Шопенгауэр видит спасение «моралистически», с позиций абсолютизации нравственной свободы, или «этического идеализма» – в обращении к открытой для каждого и по отношению ко всему миру человечности, проявляющейся в чувстве вины и сострадания и способной преодолеть зло эгоистически замкнутого существования. Ницше поэтому в известный период «переоценки всех ценностей» отказывается от шопенгауэровской постановки вопроса о том, как говорил он сам в «Несвоевременных размышлениях», кто же «будет стражем и рыцарем человечности, этого накопленного на протяжении веков святого сокровища». Однако ориентация Шопенгауэра на спасительную силу морали, истолкование им сострадания как опыта всеобщей любви остается ценным духовным достоянием нашего времени, поскольку и сегодня мы живем в предельно обессмысленном, лишенном традиций, немилосердном мире. И потому нынче не столь уж парадоксальной, совсем не лишенной смысла выглядит шопенгауэровская установка на религиозное поведение без веры в Божество, его убежденность в наличии некоего не подвластного нашему произволу глубинного основания жизни, ставка на моральное освобождение человека от вещных зависимостей.
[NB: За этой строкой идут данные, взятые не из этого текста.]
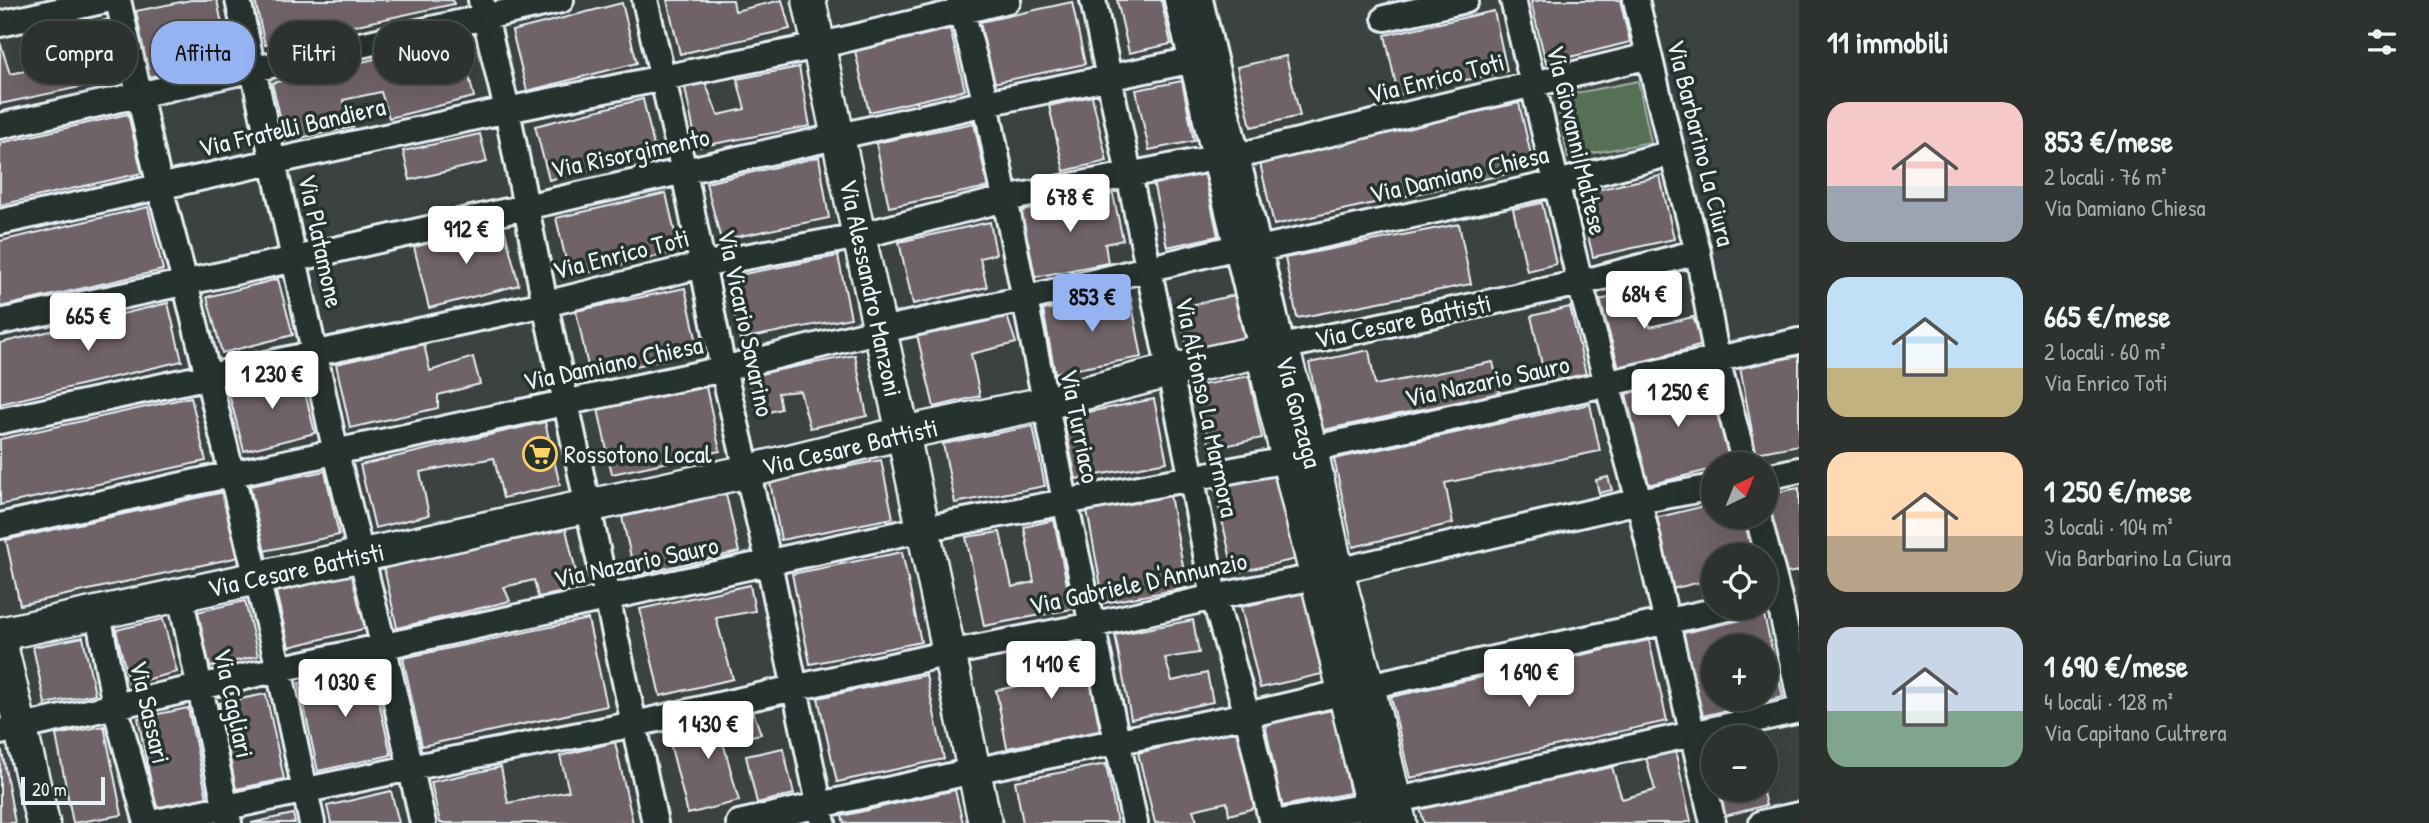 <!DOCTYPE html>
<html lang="it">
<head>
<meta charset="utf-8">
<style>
	body { margin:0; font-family:"Patrick Hand",sans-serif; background:#353a37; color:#f1f3f6; height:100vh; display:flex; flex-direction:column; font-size:26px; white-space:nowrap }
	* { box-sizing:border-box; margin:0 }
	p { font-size:23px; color:#a7aaaa }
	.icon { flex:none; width:38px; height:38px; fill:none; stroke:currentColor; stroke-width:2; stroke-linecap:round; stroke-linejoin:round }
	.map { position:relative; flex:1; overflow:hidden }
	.sheet { display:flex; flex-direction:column; background:#2d322f; width:630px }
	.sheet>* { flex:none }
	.top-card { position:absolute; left:21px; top:21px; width:665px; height:63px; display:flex; gap:14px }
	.needle { width:46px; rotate:43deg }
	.controls { position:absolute; left:1701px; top:452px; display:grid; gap:14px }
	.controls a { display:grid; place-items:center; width:77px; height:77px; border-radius:50%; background:#2d322f; box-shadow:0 7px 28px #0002,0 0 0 2px #484d4b; font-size:35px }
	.scale { position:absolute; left:21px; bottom:18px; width:84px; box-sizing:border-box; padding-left:7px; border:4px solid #e8f1f8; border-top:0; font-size:19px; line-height:24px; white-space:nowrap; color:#e8f1f8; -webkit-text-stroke:5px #26332d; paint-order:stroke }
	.price { position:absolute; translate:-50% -60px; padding:0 16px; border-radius:7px; background:#fff; color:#222; font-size:23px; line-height:46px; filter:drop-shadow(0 2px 4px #0008) }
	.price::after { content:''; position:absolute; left:50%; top:42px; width:21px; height:16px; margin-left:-10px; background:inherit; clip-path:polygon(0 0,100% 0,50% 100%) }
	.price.selected { background:#95b2f1; color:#111 }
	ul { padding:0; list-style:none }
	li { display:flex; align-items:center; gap:21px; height:175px; padding:0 28px }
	li span { display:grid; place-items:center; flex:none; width:196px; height:140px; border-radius:21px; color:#555 }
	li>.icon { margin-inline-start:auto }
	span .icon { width:84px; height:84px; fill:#fffc; stroke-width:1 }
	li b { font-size:30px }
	h2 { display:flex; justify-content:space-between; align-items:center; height:84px; padding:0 28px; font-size:30px }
	.chip { padding:0 24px; border-radius:28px; background:#2d322f; box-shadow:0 7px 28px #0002,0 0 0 2px #484d4b; font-size:24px; line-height:63px }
	.chip.selected { background:#95b2f1; color:#111 }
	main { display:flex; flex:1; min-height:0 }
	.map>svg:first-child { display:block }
	.green { fill:#577055; stroke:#a0b0a6; stroke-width:2 }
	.building { fill:#706468; stroke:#e8f1f8; stroke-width:2; fill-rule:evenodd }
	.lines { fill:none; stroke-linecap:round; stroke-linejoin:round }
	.minor-casing { stroke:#e8f1f8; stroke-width:30 }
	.tertiary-casing { stroke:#e8f1f8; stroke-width:37 }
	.minor { stroke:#26332d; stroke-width:24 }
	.tertiary { stroke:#26332d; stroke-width:32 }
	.labels { text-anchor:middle; stroke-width:7; stroke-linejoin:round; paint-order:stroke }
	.street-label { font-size:26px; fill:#e8f1f8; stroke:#26332d }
	.poi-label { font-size:26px; fill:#e8f1f8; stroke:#26332d; text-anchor:start }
</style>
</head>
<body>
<main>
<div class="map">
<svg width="1799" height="823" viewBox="0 0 1799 823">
	<rect width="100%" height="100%" fill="#3c423f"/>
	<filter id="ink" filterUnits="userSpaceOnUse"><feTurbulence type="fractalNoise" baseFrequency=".0143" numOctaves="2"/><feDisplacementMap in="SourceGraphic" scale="14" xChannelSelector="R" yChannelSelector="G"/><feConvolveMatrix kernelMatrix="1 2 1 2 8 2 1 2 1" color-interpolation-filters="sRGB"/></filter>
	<g filter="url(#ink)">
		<path class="green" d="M 1638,81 L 1651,142 L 1568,158 L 1556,97 Z"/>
		<path class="building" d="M 191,0 L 217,0 L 227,48 L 195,54 L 197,67 L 149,77 L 136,11 Z
			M 255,0 L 453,0 L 454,4 L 265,45 Z
			M 667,0 L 733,0 L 735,11 L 782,0 L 790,29 L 680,54 Z
			M 1117,0 L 1161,0 L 1171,44 L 1129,53 Z
			M 1541,0 L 1620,0 L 1630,42 L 1546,63 L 1531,2 Z
			M 1072,2 L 1085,64 L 993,83 L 980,22 Z
			M 622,3 L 637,63 L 527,91 L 512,31 Z
			M 1494,11 L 1507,71 L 1398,95 L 1385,35 Z
			M 106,20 L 118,79 L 0,104 L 0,42 L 10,74 L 59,64 L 52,33 Z
			M 950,29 L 965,90 L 869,112 L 855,51 Z
			M 460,39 L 474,97 L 389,118 L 381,92 L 343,100 L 353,127 L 286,141 L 272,83 Z
			M 1286,56 L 1300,116 L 1251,127 L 1237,67 Z
			M 799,67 L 810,126 L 697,147 L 685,88 L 705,82 L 718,115 L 745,109 L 737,79 Z
			M 1182,81 L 1194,141 L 1149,150 L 1136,90 Z
			M 1092,96 L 1107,161 L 1064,171 L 1049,106 Z
			M 643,99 L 656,155 L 549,180 L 535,126 Z
			M 1519,103 L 1534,168 L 1274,225 L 1259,159 Z
			M 128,114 L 142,173 L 0,205 L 0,143 Z
			M 974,123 L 988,187 L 889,207 L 876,143 Z
			M 480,134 L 487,162 L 410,180 L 403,151 Z
			M 819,157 L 829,218 L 721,240 L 706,183 Z
			M 1204,171 L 1218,236 L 1167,247 L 1153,182 Z
			M 1660,176 L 1674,239 L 1593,257 L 1578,194 Z
			M 666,193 L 679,251 L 570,277 L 556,218 Z
			M 1113,194 L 1123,240 L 1105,244 L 1108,263 L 1035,277 L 1028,241 L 1022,242 L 1016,212 Z
			M 1542,203 L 1556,264 L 1527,271 L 1513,209 Z
			M 148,207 L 163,270 L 0,307 L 0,241 Z
			M 990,222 L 996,254 L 980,258 L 987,287 L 913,304 L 899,242 Z
			M 503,224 L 519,285 L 429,308 L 414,247 Z
			M 1459,224 L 1471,284 L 1297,318 L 1285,258 Z
			M 838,256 L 851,318 L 740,339 L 728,277 Z
			M 278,279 L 293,335 L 222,353 L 207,297 Z
			M 685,288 L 699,352 L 590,376 L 576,311 Z
			M 1639,290 L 1650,327 L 1693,317 L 1703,345 L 1619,368 L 1600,300 Z
			M 1130,294 L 1142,357 L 1055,373 L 1043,310 Z
			M 1235,295 L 1246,338 L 1188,351 L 1178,308 Z
			M 168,303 L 182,361 L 0,404 L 0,343 Z
			M 1570,307 L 1586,374 L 1546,383 L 1531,316 Z
			M 1007,316 L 1016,343 L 971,354 L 980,396 L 934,407 L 917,335 Z
			M 424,344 L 430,371 L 473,357 L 480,384 L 438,395 L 438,408 L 350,428 L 336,364 Z
			M 1369,350 L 1375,385 L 1493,362 L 1500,393 L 1323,430 L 1309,363 Z
			M 855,355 L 867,416 L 810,428 L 800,391 L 778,393 L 781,409 L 757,415 L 749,376 Z
			M 1799,356 L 1799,445 L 1756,453 L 1740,367 Z
			M 300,372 L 315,433 L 244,451 L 228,390 Z
			M 1709,374 L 1731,464 L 1713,464 L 1713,469 L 1648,485 L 1626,394 Z
			M 1249,376 L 1262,438 L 1210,449 L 1197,386 Z
			M 706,387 L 720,451 L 612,474 L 598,409 Z
			M 191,397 L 206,461 L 0,505 L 0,439 Z
			M 1154,399 L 1167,462 L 1076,479 L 1063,417 Z
			M 1590,404 L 1600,451 L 1445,483 L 1453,523 L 1353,547 L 1334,459 Z
			M 545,422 L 560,485 L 503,498 L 494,458 L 420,472 L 429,515 L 375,528 L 360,465 Z
			M 1033,426 L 1045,486 L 955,503 L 943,444 Z
			M 881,460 L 893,518 L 781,540 L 770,482 Z
			M 1281,470 L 1301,558 L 1234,573 L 1214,485 Z
			M 325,471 L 339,535 L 264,551 L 250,486 Z
			M 1608,477 L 1612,490 L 1599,493 L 1596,480 Z
			M 1799,488 L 1799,571 L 1781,574 L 1766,494 Z
			M 224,492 L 239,557 L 20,605 L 6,540 Z
			M 726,494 L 739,552 L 635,575 L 622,517 Z
			M 1170,495 L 1187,588 L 1104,603 L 1087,510 Z
			M 1713,504 L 1713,516 L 1743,516 L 1753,555 L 1713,555 L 1713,579 L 1672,589 L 1655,518 Z
			M 1054,520 L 1072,609 L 984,626 L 966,537 L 1000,532 L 1012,587 L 1034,582 L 1024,527 Z
			M 566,529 L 580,589 L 538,597 L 534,580 L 504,587 L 510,601 L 397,628 L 384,568 Z
			M 902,552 L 921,642 L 810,664 L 792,574 Z
			M 353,574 L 367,628 L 289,647 L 276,592 Z
			M 750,585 L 755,611 L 716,618 L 733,679 L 660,696 L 640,609 Z
			M 1303,593 L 1322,674 L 1260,688 L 1241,607 Z
			M 245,601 L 258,656 L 210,667 L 197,612 Z
			M 1764,615 L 1783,697 L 1703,716 L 1683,633 ZM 1713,646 L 1766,646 L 1766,698 L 1713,698 Z
			M 163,619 L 177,672 L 129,684 L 116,630 Z
			M 588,619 L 607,706 L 422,746 L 403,658 Z
			M 1193,620 L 1199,653 L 1165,658 L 1172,681 L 1207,673 L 1213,702 L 1131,719 L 1115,635 Z
			M 83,637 L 95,694 L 45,704 L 33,647 Z
			M 1649,640 L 1667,721 L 1410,778 L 1391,697 Z
			M 1083,641 L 1100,731 L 1007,748 L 996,690 L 1047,681 L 1041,648 Z
			M 371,667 L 391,755 L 318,771 L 299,683 Z
			M 926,675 L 944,759 L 837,782 L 818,698 Z
			M 266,694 L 284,779 L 236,789 L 219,703 Z
			M 188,708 L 207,798 L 156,808 L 138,718 Z
			M 1332,710 L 1350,793 L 1282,806 L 1265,724 Z
			M 754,714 L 761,734 L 723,742 L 739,801 L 688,814 L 667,731 Z
			M 104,726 L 122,815 L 73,823 L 56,735 Z
			M 1240,729 L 1258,807 L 1229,815 L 1227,802 L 1193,810 L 1197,821 L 1155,823 L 1138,753 Z
			M 615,742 L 633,823 L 440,823 L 431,782 L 501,767 L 508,803 L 569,791 L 560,756 Z
			M 783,748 L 794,794 L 757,803 L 746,756 Z
			M 1675,750 L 1691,821 L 1683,823 L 1424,823 L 1420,808 L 1612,767 L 1622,799 L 1655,790 L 1646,758 Z
			M 2,751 L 15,823 L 0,823 L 0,752 Z
			M 1106,764 L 1117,823 L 1023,823 L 1015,781 Z
			M 1718,789 L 1762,789 L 1766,805 L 1725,816 Z
			M 955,790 L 963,823 L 844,823 L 842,816 Z
			M 391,791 L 399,823 L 331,823 L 327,806 Z
			M 293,814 L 295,823 L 251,823 Z"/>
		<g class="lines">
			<g class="minor-casing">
				<path id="minor" d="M 118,0 L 160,188 L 185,282 L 279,669 L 312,823
					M 238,0 L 336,453 L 384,648 L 423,823
					M 481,0 L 507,110 L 545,304 L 655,823
					M 645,0 L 684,172 L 723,369 L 769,563 L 823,823
					M 959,0 L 986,103 L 1065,501 L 1135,823
					M 1093,0 L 1192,479 L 1214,597 L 1247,715 L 1272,823
					M 1177,0 L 1262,352
					M 1200,0 L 1282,347 L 1580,283 L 1698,252
					M 1513,0 L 1580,283 L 1639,501 L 1713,823
					M 1636,0 L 1672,153 L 1698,252 L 1717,360 L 1745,464
					M 1385,18 L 1466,0
					M 0,24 L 106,0
					M 0,126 L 561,0
					M 1237,156 L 1649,56
					M 0,222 L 507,110 L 818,46 L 1008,0
					M 1259,249 L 1557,183 L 1672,153
					M 0,322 L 295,259 L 986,103 L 1213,56
					M 0,421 L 545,304 L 702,265 L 859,236 L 1005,199 L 1215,158
					M 1311,449 L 1799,341
					M 1766,477 L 1799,470
					M 1758,516 L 1779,598 L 1799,694
					M 0,526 L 232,474 L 723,369 L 881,330 L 1024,299 L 1237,247
					M 1337,571 L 1639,501 L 1713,487
					M 180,595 L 229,823
					M 98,613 L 115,706 L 147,823
					M 1368,686 L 1733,607
					M 0,732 L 279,669 L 922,529 L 1287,460
					M 152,823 L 410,768 L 635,724 L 949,653 L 1092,625 L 1214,597 L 1315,577
					M 739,823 L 973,771 L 1247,715 L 1345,692
					M 1275,823 L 1394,801 L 1799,710
					M 1762,823 L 1799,815"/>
			</g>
			<g class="tertiary-casing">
				<path id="tertiary" d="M 809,0 L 859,236 L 903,433 L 985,823
					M 1262,352 L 1376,823
					M 0,634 L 749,471 L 903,433 L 1046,403 L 1169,371 L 1282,347 L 1311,449 L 1337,571 L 1368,686 L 1400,823
					M 0,641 L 43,823"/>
			</g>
			<use href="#minor" class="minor"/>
			<use href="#tertiary" class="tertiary"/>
		</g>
	</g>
	<defs>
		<g id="supermarket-ring" transform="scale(1.75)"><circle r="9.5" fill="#26332d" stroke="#ffd166" stroke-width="1.5"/><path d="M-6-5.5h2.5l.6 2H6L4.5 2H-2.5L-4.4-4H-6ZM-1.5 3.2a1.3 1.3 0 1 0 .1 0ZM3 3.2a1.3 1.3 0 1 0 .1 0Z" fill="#ffd166"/></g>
	</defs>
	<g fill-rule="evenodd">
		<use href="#supermarket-ring" x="540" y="454"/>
	</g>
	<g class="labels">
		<g class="street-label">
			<text transform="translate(1436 78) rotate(-14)" y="9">Via Enrico Toti</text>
			<text transform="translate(292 127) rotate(-13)" y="9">Via Fratelli Bandiera</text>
			<text transform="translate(1577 140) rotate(77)" y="9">Via Giovanni Maltese</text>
			<text transform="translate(1701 143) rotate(76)" y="9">Via Barbarino La Ciura</text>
			<text transform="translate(630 153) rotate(-12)" y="9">Via Risorgimento</text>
			<text transform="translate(1459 174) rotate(-13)" y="9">Via Damiano Chiesa</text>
			<text transform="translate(321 241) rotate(78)" y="9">Via Platamone</text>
			<text transform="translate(621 254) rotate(-14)" y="9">Via Enrico Toti</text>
			<text transform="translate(871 288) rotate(78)" y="9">Via Alessandro Manzoni</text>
			<text transform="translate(1403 321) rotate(-12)" y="9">Via Cesare Battisti</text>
			<text transform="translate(746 323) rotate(78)" y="9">Via Vicario Savarino</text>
			<text transform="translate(613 363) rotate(-12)" y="9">Via Damiano Chiesa</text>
			<text transform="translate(1487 381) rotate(-12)" y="9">Via Nazario Sauro</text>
			<text transform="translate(1207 407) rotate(78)" y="9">Via Alfonso La Marmora</text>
			<text transform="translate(1299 412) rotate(75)" y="9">Via Gonzaga</text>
			<text transform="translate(1080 426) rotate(79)" y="9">Via Turriaco</text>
			<text transform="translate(850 447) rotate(-13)" y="9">Via Cesare Battisti</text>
			<text transform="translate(636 562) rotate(-12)" y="9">Via Nazario Sauro</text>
			<text transform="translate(296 570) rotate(-12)" y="9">Via Cesare Battisti</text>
			<text transform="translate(1138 583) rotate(-12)" y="9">Via Gabriele D'Annunzio</text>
			<text transform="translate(234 703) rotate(78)" y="9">Via Cagliari</text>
			<text transform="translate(150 712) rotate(77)" y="9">Via Sassari</text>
		</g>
		<g class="poi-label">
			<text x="564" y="463">Rossotono Local</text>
		</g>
	</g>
</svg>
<div class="controls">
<a><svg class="needle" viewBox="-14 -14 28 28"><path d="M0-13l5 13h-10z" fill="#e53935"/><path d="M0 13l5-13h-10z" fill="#a7aaaa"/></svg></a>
<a><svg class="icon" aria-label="locate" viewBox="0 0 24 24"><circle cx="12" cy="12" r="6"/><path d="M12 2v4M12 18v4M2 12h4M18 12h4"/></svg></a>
<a>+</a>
<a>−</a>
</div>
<div class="scale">20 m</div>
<b class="price" style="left:1070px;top:234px">678 €</b>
<b class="price" style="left:466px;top:266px">912 €</b>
<b class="price" style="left:1644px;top:331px">684 €</b>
<b class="price selected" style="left:1092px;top:334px">853 €</b>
<b class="price" style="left:88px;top:353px">665 €</b>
<b class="price" style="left:272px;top:411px">1 230 €</b>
<b class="price" style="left:1678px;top:429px">1 250 €</b>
<b class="price" style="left:1051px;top:701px">1 410 €</b>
<b class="price" style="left:1529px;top:709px">1 690 €</b>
<b class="price" style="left:345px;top:719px">1 030 €</b>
<b class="price" style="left:708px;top:761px">1 430 €</b>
<div class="top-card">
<a class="chip">Compra</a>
<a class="chip selected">Affitta</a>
<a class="chip">Filtri</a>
<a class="chip">Nuovo</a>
</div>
</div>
<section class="sheet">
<h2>11 immobili<svg class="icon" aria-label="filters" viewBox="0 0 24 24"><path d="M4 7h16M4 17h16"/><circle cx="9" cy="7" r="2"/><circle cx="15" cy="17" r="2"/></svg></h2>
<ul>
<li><span style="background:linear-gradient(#f6c9c9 60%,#9aa5b1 0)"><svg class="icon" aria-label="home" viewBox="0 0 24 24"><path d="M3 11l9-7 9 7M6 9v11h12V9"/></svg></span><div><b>853 €/mese</b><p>2 locali · 76 m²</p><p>Via Damiano Chiesa</p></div></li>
<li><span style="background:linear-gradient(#bfe0f5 65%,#c2b280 0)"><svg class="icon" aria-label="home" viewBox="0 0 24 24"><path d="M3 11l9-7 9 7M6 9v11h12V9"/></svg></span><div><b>665 €/mese</b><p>2 locali · 60 m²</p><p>Via Enrico Toti</p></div></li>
<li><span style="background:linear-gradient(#ffd9b3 60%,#b9a48a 0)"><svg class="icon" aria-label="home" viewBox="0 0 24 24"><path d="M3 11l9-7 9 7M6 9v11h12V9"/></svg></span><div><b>1 250 €/mese</b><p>3 locali · 104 m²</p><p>Via Barbarino La Ciura</p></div></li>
<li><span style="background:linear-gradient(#c9d6e8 60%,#7fa58c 0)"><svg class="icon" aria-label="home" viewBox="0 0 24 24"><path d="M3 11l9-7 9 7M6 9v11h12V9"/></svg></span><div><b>1 690 €/mese</b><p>4 locali · 128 m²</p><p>Via Capitano Cultrera</p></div></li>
</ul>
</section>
</main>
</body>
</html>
Согласно Шопенгауэру только в самом человеке, в бездне человеческого неблагополучия и неизбывных страданий берет начало стремление к освобождению от подчинения бессмысленной «воли к жизни», а это освобождение и есть «высшее благо», единственное упование и надежда на преображение и «воскрешение» человека в человеке.
Александр Чанышев
Мир как воля и представление
Шопенгауэр писал еще в период создания своего труда: «У меня под руками, а скорее в моей душе, растет произведение, некая философия, в которой этика и метафизика должны слиться воедино… я пишу, не заботясь о том, каким образом это войдет в состав целого: ведь я знаю, все это возникло из единого основания. Таким образом возникает органическое целое, а только оно и может жить».